I wondered where this was going. Earlier that week my supervisor had asked me if I was ok. As if constantly looking miserable and, on occasion, sporting a shiner, wasn’t proof that I was not. I usually said that I was. The supervisor didn’t really want to know.
“Have you ever considered going to a meeting of my support group?” my colleague continued. She handed me a newspaper cutting. It had the venue, evening and time of a local meeting.
That stopped me in my tracks.
“But that’s for people married to alcoholics,” I spluttered. I put his rages down to possessiveness and frustration with his life.
That was all I needed, being lumped with a group of people who are pitied and avoided. Though I know too well what it’s like to be avoided. Family members don’t ask me and the children to various family gatherings anymore because they know how he’ll behave after an hour or so. It’s hard on us but it’s easier for them to have an evening without his anger and accusations. It’s hard for me to accept that his problem is now also mine. My cousins’ children will grow up not knowing who mine are before I’m dead and we live within half an hour of their homes.
“Think about it. I go and my husband is just about still on the road,” she says. She knows that I know her husband only just passed a breath test recently. It was not his first time being breathalysed either.

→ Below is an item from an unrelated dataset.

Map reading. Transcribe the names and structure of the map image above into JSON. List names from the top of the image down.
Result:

Despite, or perhaps because of, his accusations of adultery against me, my husband will probably be seeing his latest floozie that night. It takes one to think you know one, I suppose. Two hours of not hearing him shouting at me sounds good to me.
“I will,” I say to her.
At the meeting later that week, I was surprised to see people, mainly women, who I thought would have no reason to be there. They looked too happy to be the spouses or other relatives of an alcoholic. Perhaps they came to give moral support to a family member who was nervous about coming tonight.

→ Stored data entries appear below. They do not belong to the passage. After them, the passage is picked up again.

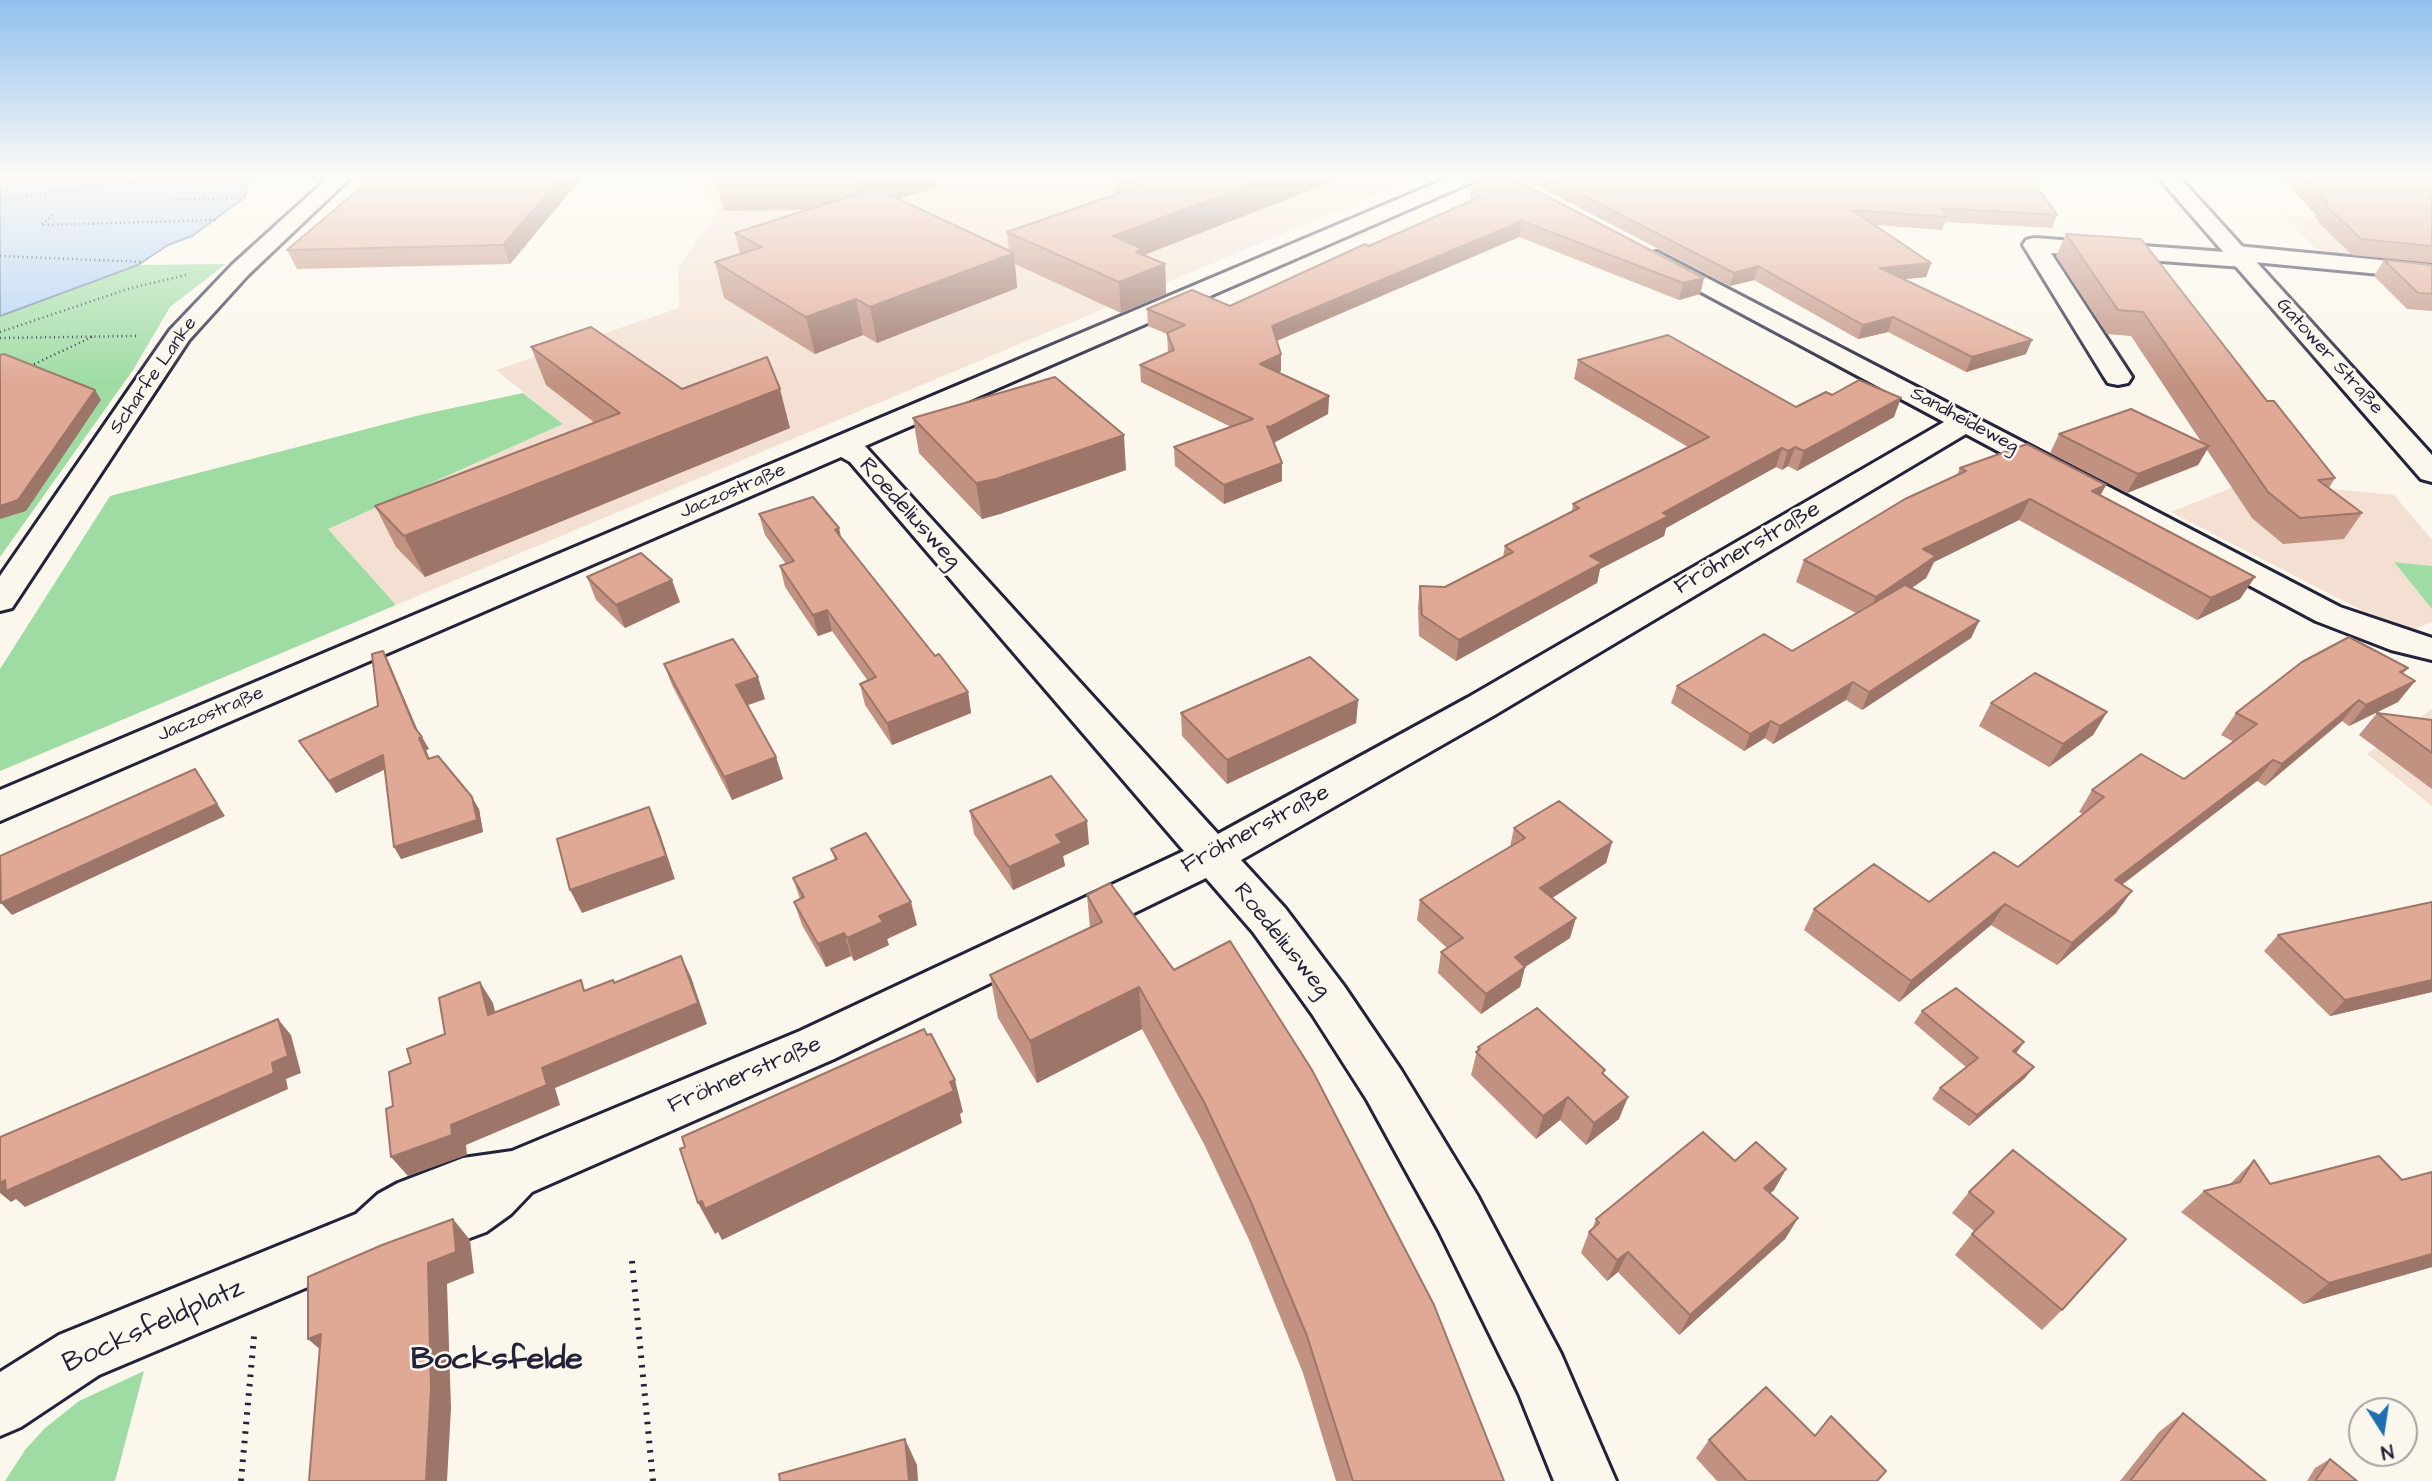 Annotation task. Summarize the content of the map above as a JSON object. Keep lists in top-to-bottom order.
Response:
{
  "streets": {
    "street": [
      "Gatower Straße",
      "Scharfe Lanke",
      "Sandheideweg",
      "Jaczostraße",
      "Roedeliusweg",
      "Fröhnerstraße",
      "Bocksfeldplatz"
    ]
  },
  "crossings": [
    ["Sandheideweg", "Fröhnerstraße"],
    ["Jaczostraße", "Roedeliusweg"],
    ["Roedeliusweg", "Fröhnerstraße"],
    ["Fröhnerstraße", "Bocksfeldplatz"]
  ],
  "districts": ["Bocksfelde"],
  "north": "bottom"
}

The meeting began and the one I thought looked unlikeliest to be there is asked if she would like to say something. She relates how things were for her during the week. The alcoholic relative has not changed his behaviour, but she has changed hers. In doing so, she feels happier. His mistakes are his alone. No longer is she going to try to help him avoid the consequences of his actions. Others recall their stories.
During a short break several women who welcomed me to the meeting earlier came up to chat. It was nice to have a cup of tea that didn’t inspire anger in someone else.
The time flew by and all too soon I heard the promise to keep the words said at the meeting at the meeting. I said that I’ll be back. And I was. I look forward to the meetings now. Sometimes I meet people from the meetings while I’m out walking. We smile and salute each other before continuing our separate ways.
Life at mine continued as normal – or abnormal. I remember his last date night – without me, of course. I smelt his breath as he snarled, “I’m going out.” Mouthwash mixed with whiskey – what a surprise.
He didn’t come back that night.
He blamed me, of course. For once he was right. On his way to meeting the lady, he hit a deserted bus shelter while trying to avoid a checkpoint. He failed the roadside breath test, of course. Arrested on the spot. For once I did something of which he accused me. I had to. At least there was nobody waiting at the bus shelter. He’ll never forgive me, but I wouldn’t forgive myself if he had killed someone. I’m glad that this will haunt him forever.